● What you have to do
In the records below, find the line holding "Give me a JSON" and the line holding "Task: Summarize the". Set down both, with every line between them, exactly.

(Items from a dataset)
= Beginning of Section =

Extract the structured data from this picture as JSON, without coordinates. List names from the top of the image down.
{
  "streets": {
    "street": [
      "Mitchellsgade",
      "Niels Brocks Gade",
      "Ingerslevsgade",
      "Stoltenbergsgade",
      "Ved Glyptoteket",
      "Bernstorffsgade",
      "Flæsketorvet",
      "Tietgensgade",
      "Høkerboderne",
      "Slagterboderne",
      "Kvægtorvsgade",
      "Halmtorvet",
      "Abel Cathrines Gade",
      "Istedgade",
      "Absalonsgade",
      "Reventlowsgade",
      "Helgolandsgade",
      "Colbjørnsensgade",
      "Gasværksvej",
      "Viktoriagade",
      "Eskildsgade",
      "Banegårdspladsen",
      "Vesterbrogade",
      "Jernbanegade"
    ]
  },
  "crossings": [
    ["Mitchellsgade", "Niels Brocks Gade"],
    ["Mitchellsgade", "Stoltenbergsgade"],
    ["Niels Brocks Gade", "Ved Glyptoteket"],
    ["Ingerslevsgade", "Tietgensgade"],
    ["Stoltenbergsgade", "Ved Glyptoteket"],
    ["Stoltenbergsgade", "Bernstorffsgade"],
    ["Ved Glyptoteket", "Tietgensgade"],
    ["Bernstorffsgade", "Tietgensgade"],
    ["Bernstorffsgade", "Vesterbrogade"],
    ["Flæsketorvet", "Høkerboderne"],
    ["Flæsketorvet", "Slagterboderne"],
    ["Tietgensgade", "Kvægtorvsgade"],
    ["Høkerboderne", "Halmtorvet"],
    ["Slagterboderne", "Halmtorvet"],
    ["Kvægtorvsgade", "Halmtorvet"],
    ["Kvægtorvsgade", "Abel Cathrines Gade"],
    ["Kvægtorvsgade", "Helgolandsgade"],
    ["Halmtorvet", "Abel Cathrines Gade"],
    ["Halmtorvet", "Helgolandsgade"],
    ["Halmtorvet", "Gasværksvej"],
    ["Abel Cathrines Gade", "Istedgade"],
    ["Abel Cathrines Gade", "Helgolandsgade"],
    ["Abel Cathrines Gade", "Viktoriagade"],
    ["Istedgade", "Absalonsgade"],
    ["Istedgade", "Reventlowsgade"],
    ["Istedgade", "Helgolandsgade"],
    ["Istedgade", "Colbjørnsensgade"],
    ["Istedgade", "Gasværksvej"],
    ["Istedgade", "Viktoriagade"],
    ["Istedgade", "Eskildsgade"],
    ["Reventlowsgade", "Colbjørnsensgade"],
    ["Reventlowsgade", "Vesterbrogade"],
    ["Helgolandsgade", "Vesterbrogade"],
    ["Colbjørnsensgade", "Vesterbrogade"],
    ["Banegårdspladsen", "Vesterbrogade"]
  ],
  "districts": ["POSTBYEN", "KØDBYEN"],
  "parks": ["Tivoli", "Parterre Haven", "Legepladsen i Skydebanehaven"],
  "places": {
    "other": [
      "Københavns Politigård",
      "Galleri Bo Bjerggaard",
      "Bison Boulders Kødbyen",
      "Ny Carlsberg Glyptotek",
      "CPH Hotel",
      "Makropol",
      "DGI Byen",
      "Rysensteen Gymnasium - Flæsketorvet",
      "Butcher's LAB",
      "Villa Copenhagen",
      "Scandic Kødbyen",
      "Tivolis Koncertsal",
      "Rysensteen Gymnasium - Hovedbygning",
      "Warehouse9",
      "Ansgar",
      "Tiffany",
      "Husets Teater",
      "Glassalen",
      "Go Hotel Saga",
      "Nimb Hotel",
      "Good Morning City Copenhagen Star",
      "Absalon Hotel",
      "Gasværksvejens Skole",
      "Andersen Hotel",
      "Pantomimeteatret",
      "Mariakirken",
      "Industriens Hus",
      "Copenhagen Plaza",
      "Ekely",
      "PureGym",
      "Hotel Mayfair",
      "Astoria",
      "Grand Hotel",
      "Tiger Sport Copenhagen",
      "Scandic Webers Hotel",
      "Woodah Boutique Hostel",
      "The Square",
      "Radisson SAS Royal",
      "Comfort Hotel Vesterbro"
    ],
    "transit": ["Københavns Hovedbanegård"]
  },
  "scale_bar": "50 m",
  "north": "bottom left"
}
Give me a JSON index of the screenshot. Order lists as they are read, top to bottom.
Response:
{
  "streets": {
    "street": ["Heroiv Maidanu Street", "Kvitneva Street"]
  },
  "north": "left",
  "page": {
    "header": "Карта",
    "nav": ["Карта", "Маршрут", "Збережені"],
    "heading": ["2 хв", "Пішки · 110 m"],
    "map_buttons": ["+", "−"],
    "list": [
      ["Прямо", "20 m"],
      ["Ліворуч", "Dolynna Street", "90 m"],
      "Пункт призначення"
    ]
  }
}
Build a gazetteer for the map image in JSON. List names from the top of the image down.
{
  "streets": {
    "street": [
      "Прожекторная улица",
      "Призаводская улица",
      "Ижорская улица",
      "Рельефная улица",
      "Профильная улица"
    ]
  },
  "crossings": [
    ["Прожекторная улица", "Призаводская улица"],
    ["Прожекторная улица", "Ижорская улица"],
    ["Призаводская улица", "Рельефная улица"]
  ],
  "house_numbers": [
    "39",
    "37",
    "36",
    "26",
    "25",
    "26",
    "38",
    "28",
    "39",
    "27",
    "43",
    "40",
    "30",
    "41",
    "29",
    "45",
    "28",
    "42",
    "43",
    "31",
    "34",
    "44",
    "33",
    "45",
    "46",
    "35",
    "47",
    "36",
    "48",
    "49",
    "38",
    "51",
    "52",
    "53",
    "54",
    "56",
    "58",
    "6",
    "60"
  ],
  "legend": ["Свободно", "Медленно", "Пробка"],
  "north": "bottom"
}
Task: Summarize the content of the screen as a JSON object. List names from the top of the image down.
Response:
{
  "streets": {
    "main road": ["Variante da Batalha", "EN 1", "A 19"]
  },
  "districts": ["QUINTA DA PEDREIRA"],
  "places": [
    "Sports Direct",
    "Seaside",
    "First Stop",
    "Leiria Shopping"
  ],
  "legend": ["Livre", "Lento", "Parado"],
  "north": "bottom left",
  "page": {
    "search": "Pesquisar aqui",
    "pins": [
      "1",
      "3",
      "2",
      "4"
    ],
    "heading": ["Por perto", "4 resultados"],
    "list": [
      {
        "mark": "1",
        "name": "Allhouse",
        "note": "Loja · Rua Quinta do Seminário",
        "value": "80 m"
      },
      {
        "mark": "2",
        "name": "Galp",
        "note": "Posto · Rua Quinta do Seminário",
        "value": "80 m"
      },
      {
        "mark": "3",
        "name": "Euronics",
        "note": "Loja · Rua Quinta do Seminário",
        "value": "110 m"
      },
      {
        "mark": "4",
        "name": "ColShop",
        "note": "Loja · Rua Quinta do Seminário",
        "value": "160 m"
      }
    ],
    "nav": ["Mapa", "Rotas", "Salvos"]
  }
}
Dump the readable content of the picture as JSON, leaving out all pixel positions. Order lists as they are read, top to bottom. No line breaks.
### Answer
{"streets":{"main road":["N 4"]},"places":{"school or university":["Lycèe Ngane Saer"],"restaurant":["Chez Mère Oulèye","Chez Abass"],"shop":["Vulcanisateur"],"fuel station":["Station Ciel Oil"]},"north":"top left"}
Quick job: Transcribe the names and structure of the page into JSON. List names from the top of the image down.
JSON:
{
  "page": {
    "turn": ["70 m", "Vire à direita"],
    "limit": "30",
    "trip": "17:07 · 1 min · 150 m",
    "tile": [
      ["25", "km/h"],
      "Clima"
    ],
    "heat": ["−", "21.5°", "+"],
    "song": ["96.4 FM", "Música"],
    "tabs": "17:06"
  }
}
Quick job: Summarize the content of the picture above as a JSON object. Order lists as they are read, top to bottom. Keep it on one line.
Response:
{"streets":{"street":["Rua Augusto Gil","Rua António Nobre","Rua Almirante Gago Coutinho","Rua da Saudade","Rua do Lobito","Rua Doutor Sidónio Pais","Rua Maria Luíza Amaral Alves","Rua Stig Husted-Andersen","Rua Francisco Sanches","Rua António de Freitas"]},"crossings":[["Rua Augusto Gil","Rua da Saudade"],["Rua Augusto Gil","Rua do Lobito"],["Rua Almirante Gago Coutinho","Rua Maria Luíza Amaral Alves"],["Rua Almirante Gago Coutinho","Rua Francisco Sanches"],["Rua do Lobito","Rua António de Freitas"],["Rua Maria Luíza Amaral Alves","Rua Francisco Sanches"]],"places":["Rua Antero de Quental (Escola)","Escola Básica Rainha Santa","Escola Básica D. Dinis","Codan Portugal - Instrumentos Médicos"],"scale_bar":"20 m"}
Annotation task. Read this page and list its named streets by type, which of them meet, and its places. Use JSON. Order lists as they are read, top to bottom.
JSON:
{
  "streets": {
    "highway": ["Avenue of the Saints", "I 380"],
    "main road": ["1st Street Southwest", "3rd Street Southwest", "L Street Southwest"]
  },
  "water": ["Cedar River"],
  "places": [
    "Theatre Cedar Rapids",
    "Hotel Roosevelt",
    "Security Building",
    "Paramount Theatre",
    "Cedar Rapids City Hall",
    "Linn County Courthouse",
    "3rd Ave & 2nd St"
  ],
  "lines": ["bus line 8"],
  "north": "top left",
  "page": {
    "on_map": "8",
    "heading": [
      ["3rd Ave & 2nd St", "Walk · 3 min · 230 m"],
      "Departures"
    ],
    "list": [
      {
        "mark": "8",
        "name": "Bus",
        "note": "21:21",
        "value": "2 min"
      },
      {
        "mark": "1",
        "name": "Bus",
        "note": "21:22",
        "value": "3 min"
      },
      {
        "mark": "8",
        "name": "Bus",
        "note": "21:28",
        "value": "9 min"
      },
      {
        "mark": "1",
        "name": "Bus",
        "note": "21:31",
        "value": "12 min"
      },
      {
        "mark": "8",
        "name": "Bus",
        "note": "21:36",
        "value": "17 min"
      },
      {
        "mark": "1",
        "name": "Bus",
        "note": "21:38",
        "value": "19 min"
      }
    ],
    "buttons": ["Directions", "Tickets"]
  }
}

= End of Section =

● Reply
Give me a JSON index of the screenshot. Order lists as they are read, top to bottom.
Response:
{
  "streets": {
    "street": ["Heroiv Maidanu Street", "Kvitneva Street"]
  },
  "north": "left",
  "page": {
    "header": "Карта",
    "nav": ["Карта", "Маршрут", "Збережені"],
    "heading": ["2 хв", "Пішки · 110 m"],
    "map_buttons": ["+", "−"],
    "list": [
      ["Прямо", "20 m"],
      ["Ліворуч", "Dolynna Street", "90 m"],
      "Пункт призначення"
    ]
  }
}
Build a gazetteer for the map image in JSON. List names from the top of the image down.
{
  "streets": {
    "street": [
      "Прожекторная улица",
      "Призаводская улица",
      "Ижорская улица",
      "Рельефная улица",
      "Профильная улица"
    ]
  },
  "crossings": [
    ["Прожекторная улица", "Призаводская улица"],
    ["Прожекторная улица", "Ижорская улица"],
    ["Призаводская улица", "Рельефная улица"]
  ],
  "house_numbers": [
    "39",
    "37",
    "36",
    "26",
    "25",
    "26",
    "38",
    "28",
    "39",
    "27",
    "43",
    "40",
    "30",
    "41",
    "29",
    "45",
    "28",
    "42",
    "43",
    "31",
    "34",
    "44",
    "33",
    "45",
    "46",
    "35",
    "47",
    "36",
    "48",
    "49",
    "38",
    "51",
    "52",
    "53",
    "54",
    "56",
    "58",
    "6",
    "60"
  ],
  "legend": ["Свободно", "Медленно", "Пробка"],
  "north": "bottom"
}
Task: Summarize the content of the screen as a JSON object. List names from the top of the image down.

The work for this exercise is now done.